Global patterns of pertussis incidence and vaccination strategies: implications of divergent surveillance data
摘要
Pertussis remains a global threat for infants, and recent increases in notifications have renewed interest in optimising vaccination strategies and improving vaccines. At the biological level, the rationale for maternal pertussis immunization extends beyond passive antibody transfer alone and may also involve broader maternal–infant immune interactions; however, at the population level these mechanisms are operationalized through policy adoption, timing recommendations, and coverage. We compared incidence constructs from WHO routine notifications and Global Burden of Disease (GBD) modelled estimates and assessed how associations with vaccination policy indicators change across outcome definitions.

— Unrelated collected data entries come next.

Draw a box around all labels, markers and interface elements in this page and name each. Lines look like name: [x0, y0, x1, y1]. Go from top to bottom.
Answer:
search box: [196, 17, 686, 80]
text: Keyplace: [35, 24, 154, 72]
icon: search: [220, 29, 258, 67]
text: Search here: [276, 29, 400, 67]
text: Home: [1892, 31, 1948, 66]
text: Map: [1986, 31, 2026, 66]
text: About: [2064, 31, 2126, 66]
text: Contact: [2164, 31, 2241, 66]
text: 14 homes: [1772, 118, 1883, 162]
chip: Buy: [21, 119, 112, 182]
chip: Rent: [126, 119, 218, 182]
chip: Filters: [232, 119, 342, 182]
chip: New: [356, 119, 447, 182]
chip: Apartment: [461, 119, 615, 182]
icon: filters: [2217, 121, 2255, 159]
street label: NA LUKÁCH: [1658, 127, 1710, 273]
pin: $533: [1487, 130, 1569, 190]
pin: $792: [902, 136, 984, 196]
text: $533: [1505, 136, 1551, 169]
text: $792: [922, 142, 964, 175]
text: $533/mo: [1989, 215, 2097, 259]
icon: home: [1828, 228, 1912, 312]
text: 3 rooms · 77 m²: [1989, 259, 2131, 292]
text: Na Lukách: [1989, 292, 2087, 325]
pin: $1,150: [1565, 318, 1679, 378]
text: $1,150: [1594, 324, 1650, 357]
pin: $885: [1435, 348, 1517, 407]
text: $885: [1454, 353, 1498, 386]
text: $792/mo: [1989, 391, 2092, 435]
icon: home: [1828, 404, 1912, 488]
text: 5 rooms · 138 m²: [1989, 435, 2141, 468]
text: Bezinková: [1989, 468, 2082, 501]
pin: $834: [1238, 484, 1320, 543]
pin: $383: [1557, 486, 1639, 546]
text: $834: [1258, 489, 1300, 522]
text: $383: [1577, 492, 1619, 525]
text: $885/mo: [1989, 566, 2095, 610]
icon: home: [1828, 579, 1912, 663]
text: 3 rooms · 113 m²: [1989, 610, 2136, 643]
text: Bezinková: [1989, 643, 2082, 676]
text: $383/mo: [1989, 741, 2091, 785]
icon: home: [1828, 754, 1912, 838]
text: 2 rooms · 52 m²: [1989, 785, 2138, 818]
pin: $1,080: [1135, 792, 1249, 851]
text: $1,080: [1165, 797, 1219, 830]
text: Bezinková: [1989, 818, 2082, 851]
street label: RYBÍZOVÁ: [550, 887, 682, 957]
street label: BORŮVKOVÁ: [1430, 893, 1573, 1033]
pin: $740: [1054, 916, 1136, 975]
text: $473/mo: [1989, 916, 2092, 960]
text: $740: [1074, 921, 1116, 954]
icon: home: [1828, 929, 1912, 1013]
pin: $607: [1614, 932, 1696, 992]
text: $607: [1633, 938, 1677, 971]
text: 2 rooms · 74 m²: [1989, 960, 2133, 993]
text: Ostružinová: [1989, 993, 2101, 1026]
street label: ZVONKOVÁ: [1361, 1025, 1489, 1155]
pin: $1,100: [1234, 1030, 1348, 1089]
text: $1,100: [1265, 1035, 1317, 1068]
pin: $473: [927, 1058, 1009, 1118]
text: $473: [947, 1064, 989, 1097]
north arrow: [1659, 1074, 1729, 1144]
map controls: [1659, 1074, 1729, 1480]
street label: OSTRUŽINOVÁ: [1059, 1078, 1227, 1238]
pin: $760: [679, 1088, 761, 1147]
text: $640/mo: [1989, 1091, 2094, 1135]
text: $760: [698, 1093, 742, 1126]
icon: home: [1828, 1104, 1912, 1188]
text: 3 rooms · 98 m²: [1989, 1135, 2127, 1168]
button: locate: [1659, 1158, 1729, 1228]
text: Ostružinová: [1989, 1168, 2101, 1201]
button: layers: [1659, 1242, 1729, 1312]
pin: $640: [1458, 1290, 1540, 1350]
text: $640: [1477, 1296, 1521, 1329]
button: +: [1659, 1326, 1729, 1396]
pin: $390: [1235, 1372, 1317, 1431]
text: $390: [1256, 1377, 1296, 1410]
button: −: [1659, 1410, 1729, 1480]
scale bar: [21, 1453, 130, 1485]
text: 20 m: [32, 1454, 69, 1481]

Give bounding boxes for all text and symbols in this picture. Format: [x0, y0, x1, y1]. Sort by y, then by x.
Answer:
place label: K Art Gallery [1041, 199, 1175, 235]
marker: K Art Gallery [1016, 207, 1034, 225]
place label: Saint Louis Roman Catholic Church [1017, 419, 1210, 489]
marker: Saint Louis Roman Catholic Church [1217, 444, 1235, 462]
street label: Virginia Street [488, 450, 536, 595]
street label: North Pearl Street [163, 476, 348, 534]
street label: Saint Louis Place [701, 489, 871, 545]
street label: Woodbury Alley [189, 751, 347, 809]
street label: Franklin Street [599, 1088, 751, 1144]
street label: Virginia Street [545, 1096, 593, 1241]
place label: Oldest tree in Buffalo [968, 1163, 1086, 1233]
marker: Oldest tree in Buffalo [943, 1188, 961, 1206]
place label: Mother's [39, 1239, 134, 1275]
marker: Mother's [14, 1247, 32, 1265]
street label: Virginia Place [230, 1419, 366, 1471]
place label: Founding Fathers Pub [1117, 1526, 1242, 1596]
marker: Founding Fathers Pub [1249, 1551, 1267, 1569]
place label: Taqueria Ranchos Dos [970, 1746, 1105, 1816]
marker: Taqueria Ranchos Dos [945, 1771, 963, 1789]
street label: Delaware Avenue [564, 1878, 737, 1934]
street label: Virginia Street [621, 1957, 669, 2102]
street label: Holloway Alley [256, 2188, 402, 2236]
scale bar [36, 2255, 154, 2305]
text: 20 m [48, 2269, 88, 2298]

Trends were characterised with Joinpoint regression; policy associations were estimated using Bayesian hierarchical models fitted separately to each dataset with Universal Health Coverage stratified random intercepts. Incidence levels and trends differed markedly between WHO and GBD. Unadjusted analyses showed heterogeneous, sometimes opposing, associations for maternal immunization and schedule timing. After adjustment, most schedule parameters were small and imprecise, whereas DTP3 coverage remained strongly inversely associated with incidence in GBD but not in WHO. Surveillance and modelled estimates should not be interpreted interchangeably; harmonized constructs and routine implementation and ascertainment metadata are needed for robust cross-country inference.